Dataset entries
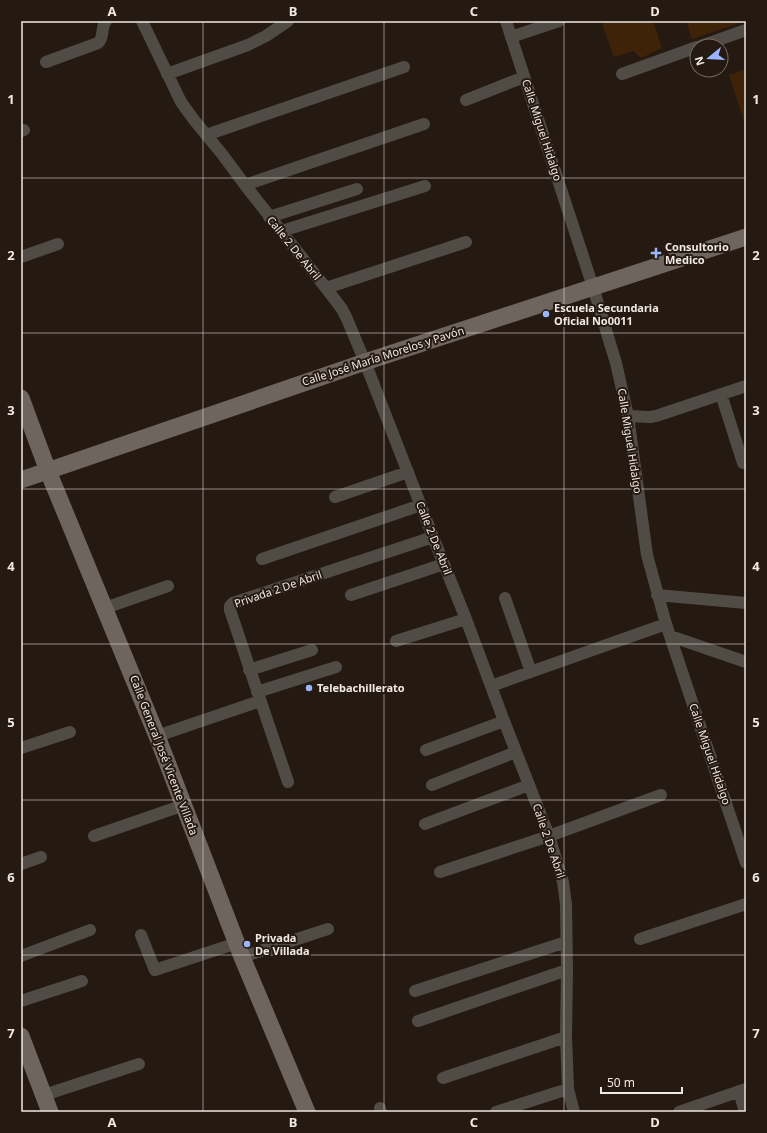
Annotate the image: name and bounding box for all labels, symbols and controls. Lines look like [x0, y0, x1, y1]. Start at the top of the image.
text: A [108, 2, 117, 20]
text: B [289, 2, 297, 20]
text: C [470, 2, 478, 20]
text: D [650, 2, 660, 20]
north arrow [689, 38, 729, 78]
text: N [690, 55, 708, 68]
street label: Calle Miguel Hidalgo [519, 77, 566, 183]
text: 1 [7, 90, 15, 108]
text: 1 [752, 90, 760, 108]
street label: Calle 2 De Abril [264, 213, 325, 283]
place label: Consultorio Medico [665, 239, 729, 267]
text: 2 [7, 246, 15, 264]
text: 2 [752, 246, 760, 264]
marker: Consultorio Medico [650, 247, 662, 259]
place label: Escuela Secundaria Oficial No0011 [554, 300, 659, 328]
marker: Escuela Secundaria Oficial No0011 [541, 309, 551, 319]
street label: Calle José María Morelos y Pavón [300, 322, 466, 389]
street label: Calle Miguel Hidalgo [615, 387, 646, 495]
text: 3 [7, 401, 15, 419]
text: 3 [752, 401, 760, 419]
street label: Calle 2 De Abril [413, 499, 456, 577]
text: 4 [7, 557, 15, 575]
text: 4 [752, 557, 760, 575]
street label: Privada 2 De Abril [232, 566, 324, 611]
street label: Calle General José Vicente Villada [127, 673, 202, 837]
place label: Telebachillerato [317, 680, 405, 695]
marker: Telebachillerato [304, 683, 314, 693]
street label: Calle Miguel Hidalgo [686, 701, 735, 807]
text: 5 [7, 713, 15, 731]
text: 5 [752, 713, 760, 731]
street label: Calle 2 De Abril [530, 801, 569, 880]
text: 6 [7, 868, 15, 886]
text: 6 [752, 868, 760, 886]
place label: Privada De Villada [255, 930, 310, 958]
marker: Privada De Villada [242, 939, 252, 949]
text: 7 [7, 1024, 15, 1042]
text: 7 [752, 1024, 760, 1042]
scale bar [601, 1069, 682, 1095]
text: 50 m [607, 1074, 635, 1091]
text: A [108, 1113, 117, 1131]
text: B [289, 1113, 297, 1131]
text: C [470, 1113, 478, 1131]
text: D [650, 1113, 660, 1131]

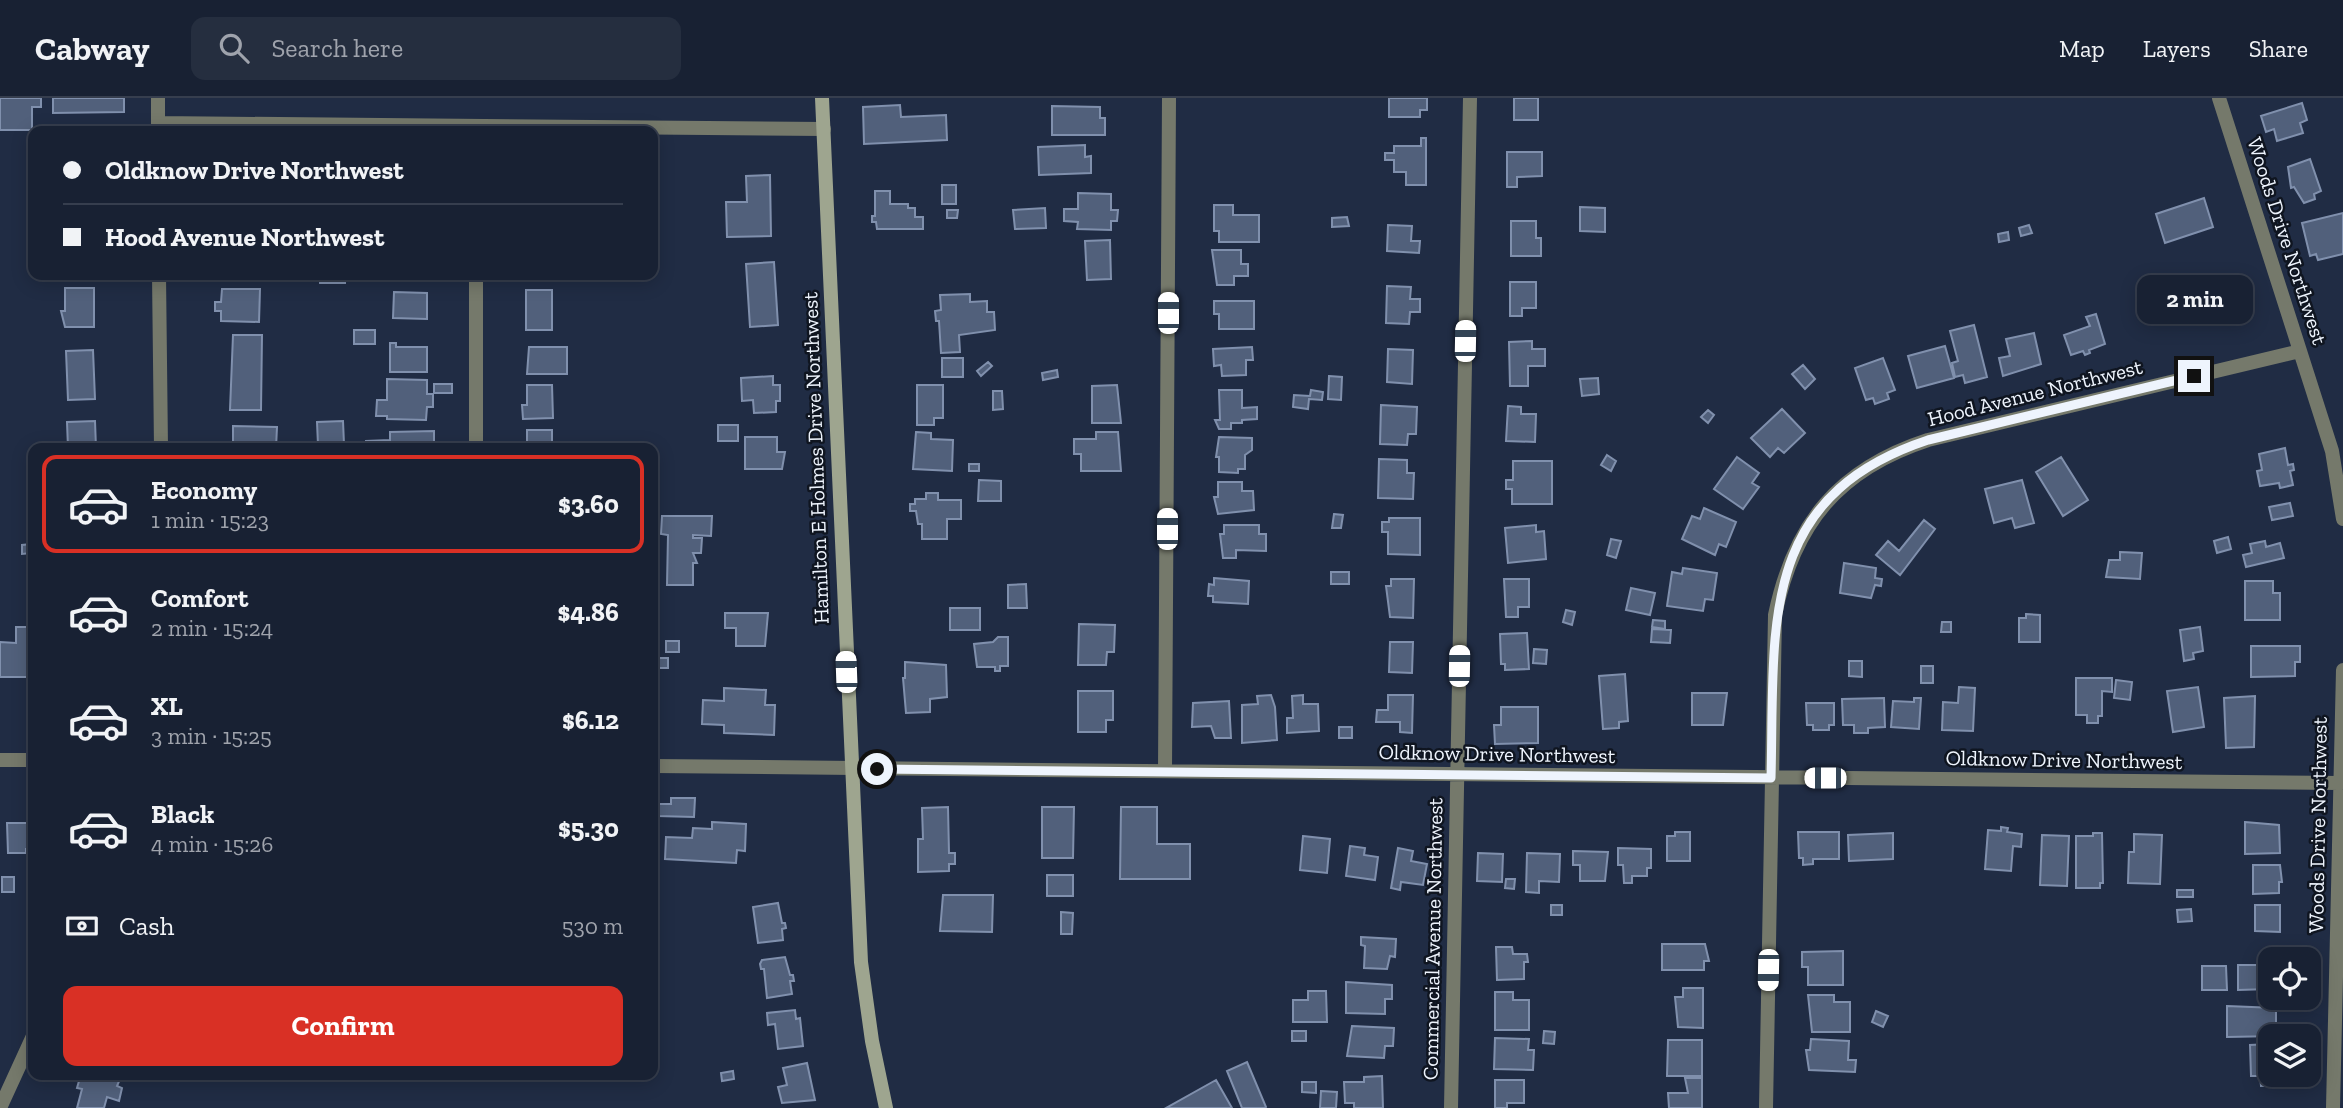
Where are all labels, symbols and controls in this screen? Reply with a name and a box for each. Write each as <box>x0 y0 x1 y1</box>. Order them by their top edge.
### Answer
search box <box>191 17 681 80</box>
text: Cabway <box>35 29 149 68</box>
icon: search <box>215 29 253 67</box>
text: Search here <box>271 32 403 64</box>
text: Map <box>2059 34 2105 63</box>
text: Layers <box>2143 34 2211 63</box>
text: Share <box>2249 34 2308 63</box>
street label: Woods Drive Northwest <box>2242 134 2333 348</box>
text: Oldknow Drive Northwest <box>105 154 404 186</box>
text: Hood Avenue Northwest <box>105 221 384 253</box>
callout: 2 min <box>2136 274 2252 324</box>
text: 2 min <box>2166 285 2224 313</box>
street label: Hamilton E Holmes Drive Northwest <box>797 291 834 624</box>
car <box>1158 292 1179 334</box>
car <box>1455 320 1476 362</box>
street label: Hood Avenue Northwest <box>1925 354 2145 431</box>
route end <box>2178 360 2210 392</box>
icon: car <box>67 473 130 536</box>
text: Economy <box>151 474 257 506</box>
text: $3.60 <box>558 488 619 520</box>
text: 1 min · 15:23 <box>151 506 269 534</box>
car <box>1157 508 1178 550</box>
icon: car <box>67 581 130 644</box>
text: Comfort <box>151 582 248 614</box>
text: $4.86 <box>558 596 619 628</box>
text: 2 min · 15:24 <box>151 614 273 642</box>
car <box>1449 645 1470 687</box>
car <box>835 651 858 693</box>
icon: car <box>67 689 130 752</box>
text: XL <box>151 690 183 722</box>
text: $6.12 <box>562 704 619 736</box>
street label: Woods Drive Northwest <box>2303 716 2332 933</box>
text: 3 min · 15:25 <box>151 722 272 750</box>
street label: Oldknow Drive Northwest <box>1378 739 1616 768</box>
street label: Oldknow Drive Northwest <box>1945 745 2183 774</box>
route start <box>861 753 893 785</box>
car <box>1805 768 1847 789</box>
icon: car <box>67 797 130 860</box>
street label: Commercial Avenue Northwest <box>1418 797 1447 1080</box>
text: Black <box>151 798 214 830</box>
text: $5.30 <box>558 812 619 844</box>
text: 4 min · 15:26 <box>151 830 273 858</box>
icon: cash <box>63 907 101 945</box>
text: Cash <box>119 910 174 942</box>
text: 530 m <box>562 912 623 940</box>
map controls <box>2258 947 2321 1087</box>
button: locate <box>2258 947 2321 1010</box>
car <box>1758 949 1779 991</box>
button: Confirm <box>63 986 623 1066</box>
button: layers <box>2258 1024 2321 1087</box>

Instructions to follow
When a line above includes the word "Woods", please list that line.

Exercise answer
street label: Woods Drive Northwest <box>2242 134 2333 348</box>
street label: Woods Drive Northwest <box>2303 716 2332 933</box>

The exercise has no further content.